Information:
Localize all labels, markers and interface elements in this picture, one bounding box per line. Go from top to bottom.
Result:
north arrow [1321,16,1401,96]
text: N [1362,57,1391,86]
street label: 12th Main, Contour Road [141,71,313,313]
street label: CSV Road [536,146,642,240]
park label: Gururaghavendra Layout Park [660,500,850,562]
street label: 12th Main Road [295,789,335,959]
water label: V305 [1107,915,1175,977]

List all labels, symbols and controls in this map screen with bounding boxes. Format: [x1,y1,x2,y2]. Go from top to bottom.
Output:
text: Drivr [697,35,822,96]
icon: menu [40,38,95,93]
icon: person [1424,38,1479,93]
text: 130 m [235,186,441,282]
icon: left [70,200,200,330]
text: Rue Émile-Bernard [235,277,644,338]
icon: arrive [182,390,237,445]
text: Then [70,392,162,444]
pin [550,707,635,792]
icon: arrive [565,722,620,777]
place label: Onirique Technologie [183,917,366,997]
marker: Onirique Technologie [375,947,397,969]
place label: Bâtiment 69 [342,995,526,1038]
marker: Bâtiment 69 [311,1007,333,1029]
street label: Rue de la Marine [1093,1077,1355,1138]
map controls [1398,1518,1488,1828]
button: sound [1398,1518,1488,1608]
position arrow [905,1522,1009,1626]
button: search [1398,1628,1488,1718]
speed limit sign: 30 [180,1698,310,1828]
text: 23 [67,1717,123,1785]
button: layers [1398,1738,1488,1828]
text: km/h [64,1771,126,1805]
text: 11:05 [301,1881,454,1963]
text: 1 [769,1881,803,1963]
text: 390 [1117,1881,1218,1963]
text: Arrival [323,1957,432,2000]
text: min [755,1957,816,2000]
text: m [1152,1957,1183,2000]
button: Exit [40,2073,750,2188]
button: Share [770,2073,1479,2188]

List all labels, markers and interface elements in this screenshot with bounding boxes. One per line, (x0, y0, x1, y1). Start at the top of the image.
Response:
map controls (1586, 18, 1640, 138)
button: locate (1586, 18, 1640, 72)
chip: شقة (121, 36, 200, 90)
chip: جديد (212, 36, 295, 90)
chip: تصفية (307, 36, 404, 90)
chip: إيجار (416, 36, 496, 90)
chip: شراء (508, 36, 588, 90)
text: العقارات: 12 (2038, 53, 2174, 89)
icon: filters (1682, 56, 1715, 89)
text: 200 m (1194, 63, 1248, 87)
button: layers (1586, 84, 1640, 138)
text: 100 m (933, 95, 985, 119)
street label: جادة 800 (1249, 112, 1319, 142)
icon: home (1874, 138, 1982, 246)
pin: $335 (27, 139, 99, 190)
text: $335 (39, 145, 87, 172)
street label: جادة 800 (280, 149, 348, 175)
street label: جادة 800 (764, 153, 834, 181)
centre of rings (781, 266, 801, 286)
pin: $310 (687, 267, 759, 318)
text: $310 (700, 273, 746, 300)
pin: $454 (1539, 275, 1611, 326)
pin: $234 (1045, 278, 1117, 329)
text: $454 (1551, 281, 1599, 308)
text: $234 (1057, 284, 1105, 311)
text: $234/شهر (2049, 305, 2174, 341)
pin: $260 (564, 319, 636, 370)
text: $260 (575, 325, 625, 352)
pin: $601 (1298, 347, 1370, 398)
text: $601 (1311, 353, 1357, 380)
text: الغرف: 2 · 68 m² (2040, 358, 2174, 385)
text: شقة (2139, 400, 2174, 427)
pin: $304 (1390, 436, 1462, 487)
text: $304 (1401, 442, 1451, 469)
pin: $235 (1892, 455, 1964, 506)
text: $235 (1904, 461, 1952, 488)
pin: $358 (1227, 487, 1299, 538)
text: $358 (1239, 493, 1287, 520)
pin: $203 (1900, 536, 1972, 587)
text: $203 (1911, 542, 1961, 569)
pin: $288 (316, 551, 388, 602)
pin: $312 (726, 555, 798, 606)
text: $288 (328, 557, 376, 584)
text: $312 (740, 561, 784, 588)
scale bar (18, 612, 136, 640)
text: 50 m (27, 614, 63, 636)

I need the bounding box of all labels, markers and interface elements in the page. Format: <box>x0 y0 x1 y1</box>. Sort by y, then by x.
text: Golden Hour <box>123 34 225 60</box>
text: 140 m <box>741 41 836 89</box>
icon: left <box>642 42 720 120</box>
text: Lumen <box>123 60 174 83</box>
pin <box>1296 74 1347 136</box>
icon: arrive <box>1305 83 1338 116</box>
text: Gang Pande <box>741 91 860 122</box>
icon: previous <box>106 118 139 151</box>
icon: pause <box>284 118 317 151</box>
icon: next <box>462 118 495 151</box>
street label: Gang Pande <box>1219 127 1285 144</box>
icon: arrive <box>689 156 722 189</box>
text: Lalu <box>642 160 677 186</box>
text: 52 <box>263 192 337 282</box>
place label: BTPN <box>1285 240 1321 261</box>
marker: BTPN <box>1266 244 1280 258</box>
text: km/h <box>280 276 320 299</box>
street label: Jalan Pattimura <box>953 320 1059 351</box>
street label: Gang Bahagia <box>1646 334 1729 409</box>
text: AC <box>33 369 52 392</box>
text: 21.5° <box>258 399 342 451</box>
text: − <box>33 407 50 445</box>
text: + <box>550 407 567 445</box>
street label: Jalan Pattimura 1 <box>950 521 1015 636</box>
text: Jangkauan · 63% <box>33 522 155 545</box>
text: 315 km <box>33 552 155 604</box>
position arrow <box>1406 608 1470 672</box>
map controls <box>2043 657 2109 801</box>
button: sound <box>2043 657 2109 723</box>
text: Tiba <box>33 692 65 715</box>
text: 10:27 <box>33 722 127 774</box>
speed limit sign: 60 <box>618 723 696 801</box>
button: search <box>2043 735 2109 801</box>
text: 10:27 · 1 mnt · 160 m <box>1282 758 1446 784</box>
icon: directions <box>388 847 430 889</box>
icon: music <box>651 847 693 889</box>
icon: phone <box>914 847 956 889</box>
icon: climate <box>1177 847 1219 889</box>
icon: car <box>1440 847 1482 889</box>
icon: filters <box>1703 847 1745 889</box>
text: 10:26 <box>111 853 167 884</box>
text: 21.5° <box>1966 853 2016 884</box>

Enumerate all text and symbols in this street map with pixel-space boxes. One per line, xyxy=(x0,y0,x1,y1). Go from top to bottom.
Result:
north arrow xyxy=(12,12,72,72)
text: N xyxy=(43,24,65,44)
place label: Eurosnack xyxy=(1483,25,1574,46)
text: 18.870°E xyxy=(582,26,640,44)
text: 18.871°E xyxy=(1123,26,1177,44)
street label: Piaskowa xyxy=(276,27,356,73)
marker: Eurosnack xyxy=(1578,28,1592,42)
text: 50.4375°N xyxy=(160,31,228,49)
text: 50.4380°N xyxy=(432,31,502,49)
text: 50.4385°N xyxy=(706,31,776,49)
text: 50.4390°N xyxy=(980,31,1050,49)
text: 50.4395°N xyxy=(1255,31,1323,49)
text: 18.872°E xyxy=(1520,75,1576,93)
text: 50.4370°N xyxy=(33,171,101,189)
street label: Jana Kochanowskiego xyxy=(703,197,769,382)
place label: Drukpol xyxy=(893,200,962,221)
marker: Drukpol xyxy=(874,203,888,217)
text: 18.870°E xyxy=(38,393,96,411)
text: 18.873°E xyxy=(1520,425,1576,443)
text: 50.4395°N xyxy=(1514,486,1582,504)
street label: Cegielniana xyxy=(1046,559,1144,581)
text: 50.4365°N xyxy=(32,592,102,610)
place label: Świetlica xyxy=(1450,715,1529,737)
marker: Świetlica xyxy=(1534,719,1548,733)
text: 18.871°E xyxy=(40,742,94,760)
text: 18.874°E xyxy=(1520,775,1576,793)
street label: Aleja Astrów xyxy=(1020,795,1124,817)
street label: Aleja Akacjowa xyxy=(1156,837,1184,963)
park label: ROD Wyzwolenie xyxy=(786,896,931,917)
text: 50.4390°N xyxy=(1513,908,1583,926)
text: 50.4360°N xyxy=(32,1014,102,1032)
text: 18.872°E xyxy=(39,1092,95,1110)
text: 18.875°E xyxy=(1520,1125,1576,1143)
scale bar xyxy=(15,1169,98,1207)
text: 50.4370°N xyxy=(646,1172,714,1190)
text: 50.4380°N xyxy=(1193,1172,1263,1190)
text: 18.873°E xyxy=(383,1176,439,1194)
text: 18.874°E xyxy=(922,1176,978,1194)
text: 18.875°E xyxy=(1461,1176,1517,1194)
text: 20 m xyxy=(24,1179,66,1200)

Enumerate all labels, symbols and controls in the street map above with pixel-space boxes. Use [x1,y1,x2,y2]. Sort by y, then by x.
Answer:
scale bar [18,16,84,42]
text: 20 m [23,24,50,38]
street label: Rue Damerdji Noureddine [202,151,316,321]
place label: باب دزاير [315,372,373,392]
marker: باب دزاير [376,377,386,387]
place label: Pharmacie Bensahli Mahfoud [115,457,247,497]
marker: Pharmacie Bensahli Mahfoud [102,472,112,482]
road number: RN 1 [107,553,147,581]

What you have to do: Would you copy, word for word, only the lines from the start of the listing to the one that contains "List all labels, markers", both included?

Task answer:
Localize all labels, markers and interface elements in this picture, one bounding box per line. Go from top to bottom.
Result:
north arrow [1321,16,1401,96]
text: N [1362,57,1391,86]
street label: 12th Main, Contour Road [141,71,313,313]
street label: CSV Road [536,146,642,240]
park label: Gururaghavendra Layout Park [660,500,850,562]
street label: 12th Main Road [295,789,335,959]
water label: V305 [1107,915,1175,977]

List all labels, symbols and controls in this map screen with bounding boxes. Format: [x1,y1,x2,y2]. Go from top to bottom.
Output:
text: Drivr [697,35,822,96]
icon: menu [40,38,95,93]
icon: person [1424,38,1479,93]
text: 130 m [235,186,441,282]
icon: left [70,200,200,330]
text: Rue Émile-Bernard [235,277,644,338]
icon: arrive [182,390,237,445]
text: Then [70,392,162,444]
pin [550,707,635,792]
icon: arrive [565,722,620,777]
place label: Onirique Technologie [183,917,366,997]
marker: Onirique Technologie [375,947,397,969]
place label: Bâtiment 69 [342,995,526,1038]
marker: Bâtiment 69 [311,1007,333,1029]
street label: Rue de la Marine [1093,1077,1355,1138]
map controls [1398,1518,1488,1828]
button: sound [1398,1518,1488,1608]
position arrow [905,1522,1009,1626]
button: search [1398,1628,1488,1718]
speed limit sign: 30 [180,1698,310,1828]
text: 23 [67,1717,123,1785]
button: layers [1398,1738,1488,1828]
text: km/h [64,1771,126,1805]
text: 11:05 [301,1881,454,1963]
text: 1 [769,1881,803,1963]
text: 390 [1117,1881,1218,1963]
text: Arrival [323,1957,432,2000]
text: min [755,1957,816,2000]
text: m [1152,1957,1183,2000]
button: Exit [40,2073,750,2188]
button: Share [770,2073,1479,2188]

List all labels, markers and interface elements in this screenshot with bounding boxes. One per line, (x0, y0, x1, y1). Start at the top of the image.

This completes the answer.